Stored items from a collection =
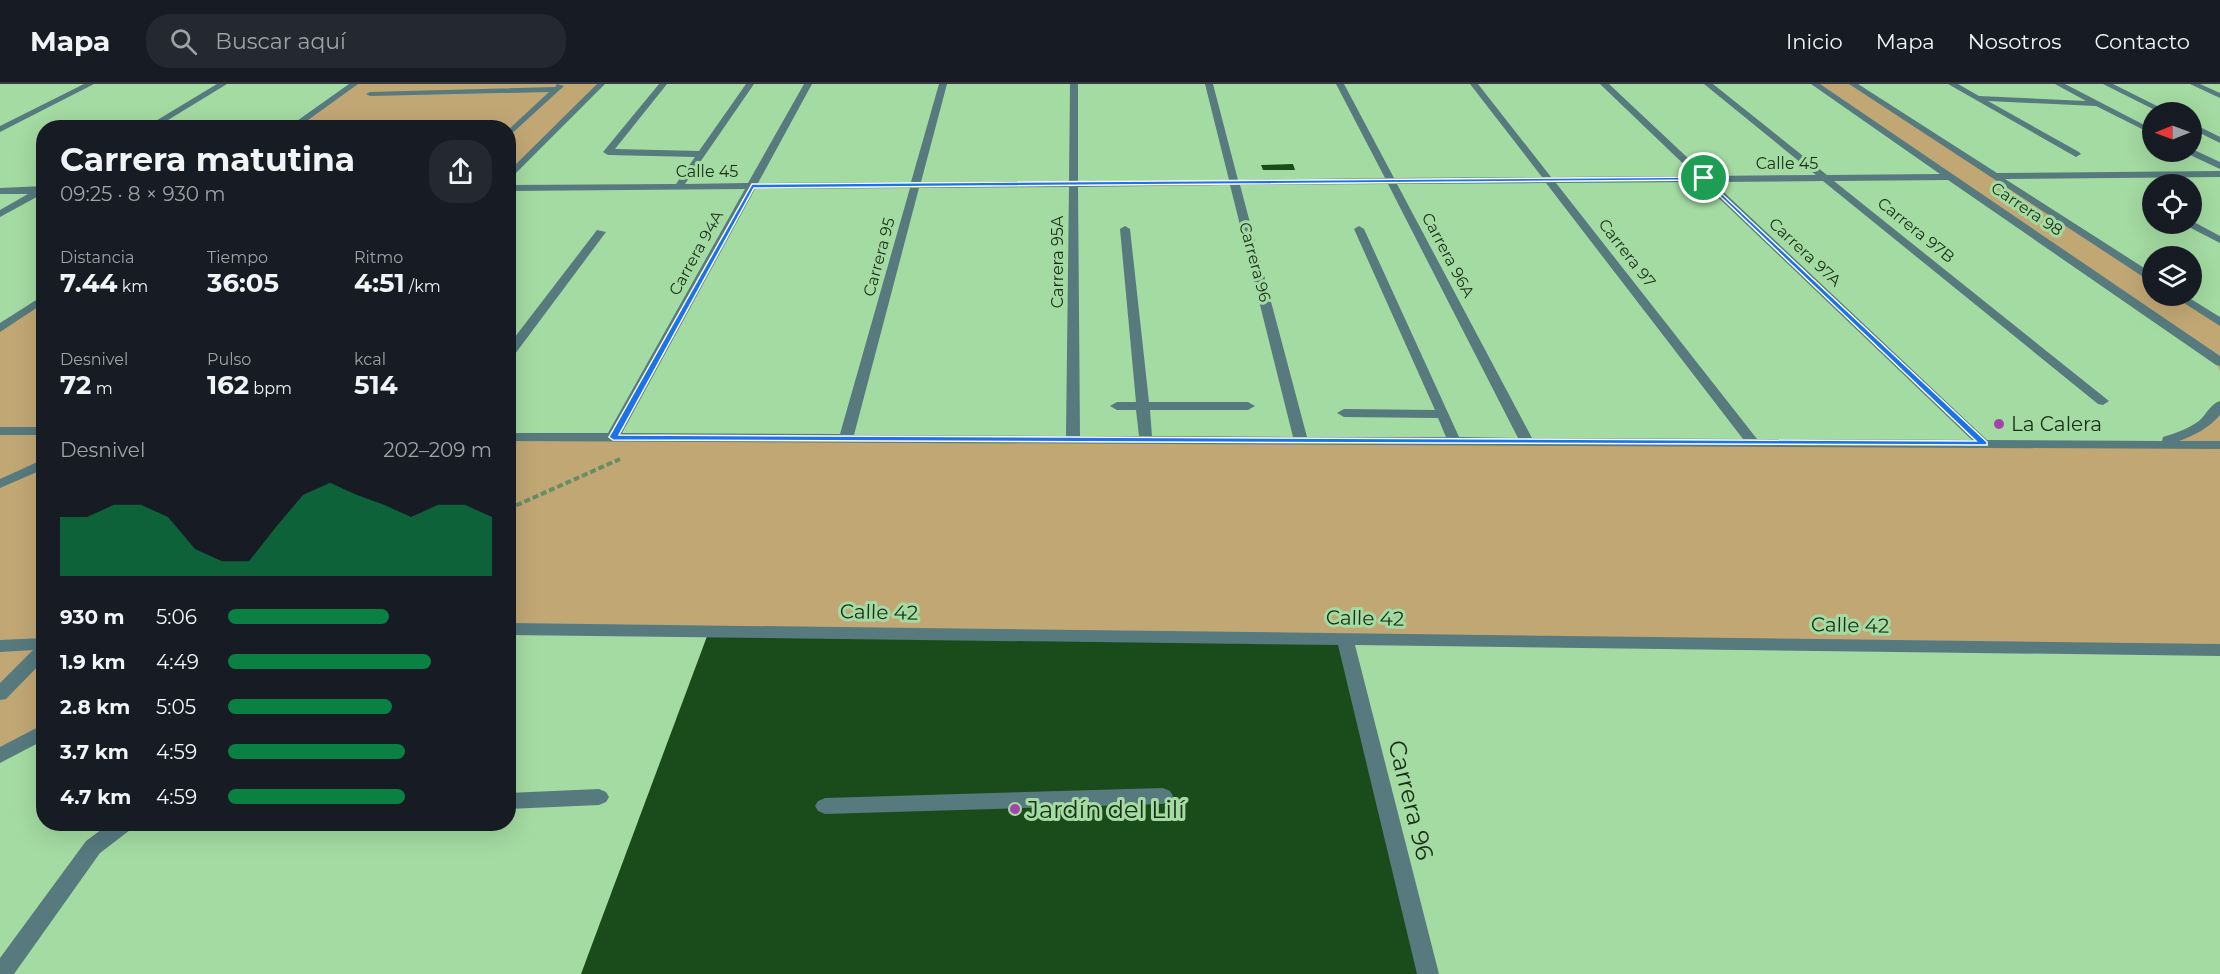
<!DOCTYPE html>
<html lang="es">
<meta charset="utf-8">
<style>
body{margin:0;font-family:Montserrat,sans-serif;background:#242831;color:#f1f3f6;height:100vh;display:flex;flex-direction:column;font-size:22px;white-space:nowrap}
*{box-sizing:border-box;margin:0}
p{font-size:20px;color:#9ea1a6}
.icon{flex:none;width:33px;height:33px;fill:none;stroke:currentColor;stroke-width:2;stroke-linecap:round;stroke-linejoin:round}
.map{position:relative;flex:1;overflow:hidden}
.side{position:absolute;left:36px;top:36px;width:480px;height:711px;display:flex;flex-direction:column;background:#171b24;border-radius:24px;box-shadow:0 6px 24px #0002}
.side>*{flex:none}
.needle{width:39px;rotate:269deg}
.controls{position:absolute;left:2142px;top:18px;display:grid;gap:12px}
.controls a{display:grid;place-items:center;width:60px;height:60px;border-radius:50%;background:#171b24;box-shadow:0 6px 24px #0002;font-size:30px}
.pin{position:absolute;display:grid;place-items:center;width:51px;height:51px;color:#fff;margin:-26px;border:3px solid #fff;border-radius:50%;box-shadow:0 2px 6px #0007}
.round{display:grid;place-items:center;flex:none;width:63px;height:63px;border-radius:24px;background:#242831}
.headline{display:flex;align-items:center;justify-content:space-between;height:102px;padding:0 24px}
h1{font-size:33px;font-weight:700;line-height:45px}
.stats{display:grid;grid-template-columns:repeat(3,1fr);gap:9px;height:102px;padding:6px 24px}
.stats div{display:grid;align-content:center}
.stats b{font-size:26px;font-weight:700}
.stats small{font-size:16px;font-weight:400}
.stats p{font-size:16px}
.chart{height:168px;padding:12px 24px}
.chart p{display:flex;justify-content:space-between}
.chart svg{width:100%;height:108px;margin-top:6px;fill:#0b8043;opacity:.7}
ul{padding:0 24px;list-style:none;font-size:20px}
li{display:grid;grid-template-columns:96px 72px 1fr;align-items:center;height:45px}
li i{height:15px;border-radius:8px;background:#0b8043}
header{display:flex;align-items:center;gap:36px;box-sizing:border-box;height:84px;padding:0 30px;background:#171b24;border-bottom:2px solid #363941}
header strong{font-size:28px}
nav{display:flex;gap:33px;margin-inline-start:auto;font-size:21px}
.search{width:420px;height:54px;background:#242831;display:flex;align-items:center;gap:15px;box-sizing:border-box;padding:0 21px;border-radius:24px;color:#9ea1a6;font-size:22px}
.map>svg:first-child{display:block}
</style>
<header>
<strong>Mapa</strong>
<div class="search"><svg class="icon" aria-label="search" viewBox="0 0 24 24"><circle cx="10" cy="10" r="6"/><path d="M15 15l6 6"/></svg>Buscar aquí</div>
<nav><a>Inicio</a><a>Mapa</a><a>Nosotros</a><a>Contacto</a></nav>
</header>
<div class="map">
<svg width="2220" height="890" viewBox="0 0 2220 890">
<rect width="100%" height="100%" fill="#a4dba2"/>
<!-- green -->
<g fill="#c1a774">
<path d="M 354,0 L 601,0 L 509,94 L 508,44 L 291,44 Z"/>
<path d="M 1815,0 L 1853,0 L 2152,194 L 2152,212 L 2179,212 L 2220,238 L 2220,287 L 2213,273 Z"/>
<path d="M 43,214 L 43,647 L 0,672 L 0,244 Z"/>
<path d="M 2220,321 L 2220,566 L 509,545 L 509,353 L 2157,360 L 2190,349 Z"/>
</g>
<!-- building -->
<g fill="#1a4c1b">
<path d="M 1293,80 L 1295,86 L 1263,86 L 1261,81 Z"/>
<path d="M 709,547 L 1345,555 L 1428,890 L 581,890 Z"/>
</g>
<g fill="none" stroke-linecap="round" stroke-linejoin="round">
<!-- path -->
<path stroke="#668d64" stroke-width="4" stroke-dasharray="6 3" stroke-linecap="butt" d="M 508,425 L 620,375"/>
<!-- minor -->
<g fill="#567a7e" fill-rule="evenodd">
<path d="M 84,0 L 94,0 L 0,48 L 0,42 Z"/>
<path d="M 217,0 L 227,0 L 155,44 L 144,44 Z"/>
<path d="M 349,0 L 358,0 L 297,44 L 287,44 Z"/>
<path d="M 557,0 L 564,2 L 508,53 L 508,46 L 549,8 L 370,12 L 366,10 L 370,8 L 555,3 Z"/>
<path d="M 597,0 L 605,0 L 508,97 L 508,88 Z"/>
<path d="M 659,0 L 667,0 L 615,65 L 699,67 L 746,0 L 754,0 L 685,100 L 748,99 L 804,0 L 812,0 L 758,99 L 911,98 L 939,0 L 947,0 L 921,98 L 1069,97 L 1070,0 L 1078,0 L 1078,97 L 1229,96 L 1205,0 L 1213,0 L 1238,96 L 1385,94 L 1336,0 L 1344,0 L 1394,94 L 1542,93 L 1470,0 L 1478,0 L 1551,93 L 1696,92 L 1600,0 L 1609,0 L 1707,92 L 1816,91 L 1704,0 L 1713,0 L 1827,91 L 1940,90 L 1811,0 L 1820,0 L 2220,272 L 2220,282 L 2216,281 L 1948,96 L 1834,97 L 2109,317 L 2103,321 L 2098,320 L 1823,97 L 1713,98 L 1987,356 L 2162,357 L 2163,353 C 2176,349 2188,345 2199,337 C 2206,331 2211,319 2220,317 L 2220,331 C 2209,344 2195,351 2179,357 L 2220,357 L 2220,365 L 508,357 L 508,349 L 608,349 L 745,105 L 508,107 L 508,101 L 676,100 L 695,73 L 608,71 L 603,68 ZM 1702,98 L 1972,356 L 1757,355 L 1556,99 ZM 1546,99 L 1743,355 L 1532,354 L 1397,100 ZM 1388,100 L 1518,354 L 1459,353 L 1364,145 L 1359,142 L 1354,145 L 1435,326 L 1344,325 L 1337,329 L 1344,333 L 1438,334 L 1446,353 L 1307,353 L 1240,101 ZM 1230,101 L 1293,353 L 1152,352 L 1150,326 L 1248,326 L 1255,322 L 1248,318 L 1149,318 L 1130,145 L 1125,142 L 1120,145 L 1136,318 L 1117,318 L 1110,322 L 1117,326 L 1136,326 L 1139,352 L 1080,352 L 1078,103 ZM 1069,103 L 1066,352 L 854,351 L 919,104 ZM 910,104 L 840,350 L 622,349 L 755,105 Z"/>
<path d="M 1849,0 L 1858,0 L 1997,89 L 2220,87 L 2220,93 L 2005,95 L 2152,189 L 2152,197 L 2148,196 Z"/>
<path d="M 1948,0 L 1958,0 L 1979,12 L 2086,17 L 2055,0 L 2065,0 L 2152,45 L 2152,50 L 2096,22 L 1988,17 L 2079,68 L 2081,70 L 2076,73 Z"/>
<path d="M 2103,0 L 2113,0 L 2169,28 L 2159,28 Z"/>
<path d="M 2190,0 L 2200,0 L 2220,9 L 2220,14 Z"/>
<path d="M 2192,39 L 2220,53 L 2220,59 L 2192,45 Z"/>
<path d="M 2192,65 L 2220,78 L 2220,85 L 2188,70 L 2187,68 L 2192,68 Z"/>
<path d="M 44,102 L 44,109 L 0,133 L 0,126 L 28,110 L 0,110 L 0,104 Z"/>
<path d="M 2192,137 L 2220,152 L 2220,159 L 2187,142 L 2186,140 L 2192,140 Z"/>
<path d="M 597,146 L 606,148 L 512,274 L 508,275 L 508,262 Z"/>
<path d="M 44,211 L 44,219 L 0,248 L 0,239 Z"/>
<path d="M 2173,212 L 2186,212 L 2220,233 L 2220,242 Z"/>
<rect x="0" y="343" width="44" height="8"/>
<path d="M 44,375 L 44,385 L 0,404 L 0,395 Z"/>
<path d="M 508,539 L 2220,560 L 2220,572 L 1355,561 L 1439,890 L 1417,890 L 1338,561 L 508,551 Z"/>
<path d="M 44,554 L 44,576 L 6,615 L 0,616 L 0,599 L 33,566 L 0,568 L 0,556 Z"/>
<path d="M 44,640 L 44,656 L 0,679 L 0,663 Z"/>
<path d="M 1163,704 L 1170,707 L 1173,712 L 1170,717 L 1163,720 L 825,730 L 818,727 L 815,722 L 818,717 L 825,714 Z"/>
<path d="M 599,705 L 606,708 L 609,713 L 606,718 L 599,721 L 508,725 L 508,709 Z"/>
<path d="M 109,740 L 133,740 L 130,746 L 100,769 L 14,890 L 0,890 L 0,874 L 86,757 Z"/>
</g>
</g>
<!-- route -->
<path fill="#1a73e8" stroke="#fff" stroke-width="1.5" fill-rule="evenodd" d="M 1704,93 L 1987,358 L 1987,361 L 613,356 L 609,353 L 752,100 ZM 1703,96 L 1976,357 L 619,351 L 754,104 Z"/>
<!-- markers -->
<g fill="#a244ac" stroke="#a4dba2" stroke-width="2">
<circle cx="1999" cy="340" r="6"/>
<circle cx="1015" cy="725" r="6"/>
</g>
<g text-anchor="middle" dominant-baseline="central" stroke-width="6" stroke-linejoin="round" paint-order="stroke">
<!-- far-street labels -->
<g font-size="16" fill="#1a2f19" stroke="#a4dba2">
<text x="1787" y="79">Calle 45</text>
<text x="707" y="87">Calle 45</text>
<text transform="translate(2027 125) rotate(34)">Carrera 98</text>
<text transform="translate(1916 146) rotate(39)">Carrera 97B</text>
<text transform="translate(1805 168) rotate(43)">Carrera 97A</text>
<text transform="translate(696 169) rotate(-61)">Carrera 94A</text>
<text transform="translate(1627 169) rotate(52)">Carrera 97</text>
<text transform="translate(1448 171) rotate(62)">Carrera 96A</text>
<text transform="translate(879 173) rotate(-75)">Carrera 95</text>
<text transform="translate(1057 178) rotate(-90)">Carrera 95A</text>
<text transform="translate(1255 178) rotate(75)">Carrera 96</text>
</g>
<!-- poi labels -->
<g font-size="20" fill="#1a2f19" stroke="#a4dba2" text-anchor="start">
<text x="2011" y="340">La Calera</text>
</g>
<!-- street labels -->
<g font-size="20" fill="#1a2f19" stroke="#a4dba2">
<text transform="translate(879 528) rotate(1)">Calle 42</text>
<text transform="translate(1365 534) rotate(1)">Calle 42</text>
<text transform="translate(1850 541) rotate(1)">Calle 42</text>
</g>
<!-- near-street labels -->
<g font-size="24" fill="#1a2f19" stroke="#a4dba2">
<text transform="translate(1411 716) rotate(76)">Carrera 96</text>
</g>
<!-- near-poi labels -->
<g font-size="24" fill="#1a2f19" stroke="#a4dba2" text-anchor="start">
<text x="1027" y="725">Jardín del Lilí</text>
</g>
</g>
</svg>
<div class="controls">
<a><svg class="needle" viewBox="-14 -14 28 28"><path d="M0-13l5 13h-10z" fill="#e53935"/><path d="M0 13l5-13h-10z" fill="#9ea1a6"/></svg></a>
<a><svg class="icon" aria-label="locate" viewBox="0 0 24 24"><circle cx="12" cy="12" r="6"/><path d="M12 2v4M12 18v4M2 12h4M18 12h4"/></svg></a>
<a><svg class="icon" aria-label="layers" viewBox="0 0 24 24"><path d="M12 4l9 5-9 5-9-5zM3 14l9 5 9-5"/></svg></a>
</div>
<div class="pin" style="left:1704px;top:94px;background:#1e9e55"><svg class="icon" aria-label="arrive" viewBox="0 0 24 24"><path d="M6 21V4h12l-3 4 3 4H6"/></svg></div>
<section class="side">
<div class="headline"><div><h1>Carrera matutina</h1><p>09:25 · 8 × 930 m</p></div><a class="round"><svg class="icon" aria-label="share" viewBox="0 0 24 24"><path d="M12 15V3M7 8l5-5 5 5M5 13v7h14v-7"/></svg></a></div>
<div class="stats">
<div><p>Distancia</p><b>7.44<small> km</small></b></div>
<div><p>Tiempo</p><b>36:05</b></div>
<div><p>Ritmo</p><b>4:51<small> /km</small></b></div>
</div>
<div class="stats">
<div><p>Desnivel</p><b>72<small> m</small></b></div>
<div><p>Pulso</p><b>162<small> bpm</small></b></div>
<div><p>kcal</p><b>514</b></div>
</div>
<div class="chart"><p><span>Desnivel</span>202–209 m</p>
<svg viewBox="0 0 160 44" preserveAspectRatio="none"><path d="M0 44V20L10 20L20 15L30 15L40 20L50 33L60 38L70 38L80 24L90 11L100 6L110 11L120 15L130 20L140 15L150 15L160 20V44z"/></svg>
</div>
<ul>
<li><b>930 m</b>5:06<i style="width:61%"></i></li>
<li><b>1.9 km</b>4:49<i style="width:77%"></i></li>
<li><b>2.8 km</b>5:05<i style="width:62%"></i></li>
<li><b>3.7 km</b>4:59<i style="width:67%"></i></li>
<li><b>4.7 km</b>4:59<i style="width:67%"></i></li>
</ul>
</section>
</div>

Exercise aim = When a line in the records holds the string "Desnivel", copy that line.

Solution to this exercise =
<div><p>Desnivel</p><b>72<small> m</small></b></div>
<div class="chart"><p><span>Desnivel</span>202–209 m</p>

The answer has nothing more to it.